That sticks with you.

It’s the kind of event that would obliterate Colorado’s mountain roads. The kind of noise that would make you question the stability of the tectonic plates beneath your feet. Thousands of variations of frozen water (I learned there are literally thousands) that once stood tall. It once silhouetted the sky and is now shaken like a maraca, and gone. The waves race outward as the chunks of the continent invade the stilled water. Spashes are sending ripples far out into the bay. So far, and strong enough, our specialty-built ship shakes and rolls from the power of the calving. You certainly can’t experience something like that on the moon, Niel

And then there’s just what is left. What didn’t crumble. We now know its look is deceiving. The settled, frozen ice could collapse again at any moment. They say a healthy fear turns into a healthy respect.

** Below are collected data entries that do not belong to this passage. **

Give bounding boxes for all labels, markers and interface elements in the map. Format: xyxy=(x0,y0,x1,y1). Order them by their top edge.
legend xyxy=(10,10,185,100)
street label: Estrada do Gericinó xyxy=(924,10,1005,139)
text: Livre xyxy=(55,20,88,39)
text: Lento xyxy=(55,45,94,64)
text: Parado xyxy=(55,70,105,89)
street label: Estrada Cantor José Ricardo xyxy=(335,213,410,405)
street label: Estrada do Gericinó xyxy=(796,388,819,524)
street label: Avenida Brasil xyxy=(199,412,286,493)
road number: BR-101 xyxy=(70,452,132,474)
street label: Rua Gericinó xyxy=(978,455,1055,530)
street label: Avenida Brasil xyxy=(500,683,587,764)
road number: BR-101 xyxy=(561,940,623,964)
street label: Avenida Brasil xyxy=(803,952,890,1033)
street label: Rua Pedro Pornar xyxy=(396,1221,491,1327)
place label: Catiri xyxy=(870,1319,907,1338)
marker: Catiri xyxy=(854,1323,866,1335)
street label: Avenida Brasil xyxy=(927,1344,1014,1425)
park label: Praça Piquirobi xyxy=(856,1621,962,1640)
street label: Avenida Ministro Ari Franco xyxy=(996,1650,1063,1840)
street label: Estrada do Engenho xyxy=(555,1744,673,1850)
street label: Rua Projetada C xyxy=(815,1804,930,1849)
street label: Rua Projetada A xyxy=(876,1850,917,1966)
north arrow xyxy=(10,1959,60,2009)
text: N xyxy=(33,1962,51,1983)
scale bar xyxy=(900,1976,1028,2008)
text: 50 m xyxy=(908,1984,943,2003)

The glacier’s calving has everyone, even our seasoned expedition team, in awe. But the event that’s literally rocked our world has no effect on anything else here. It draws no reaction from anything in the bay, but us. The non-natives.

This calving is just one of hundreds daily. It’s just another example of the thousands of frozen monuments that disappear forever. All day, every day, collapsing constantly.

For the animals around us, I can imagine some similarity in humans. I wonder if it’s similar to what happens when a siren drives by. Humans are used to the noise of emergency vehicles. We only pause in conversation just long enough to let the brief interruption pass. Perhaps the penguins do something similar. A troubling, life-changing noise that can mean the difference between life and death. And it’s ignored and forgotten within a minute.

But we are not native to this place. For us, it’s like watching Stonehenge topple. Just a casual destruction of a one-of-a-kind masterpiece. The kind that takes its centuries-old secrets to the grave. 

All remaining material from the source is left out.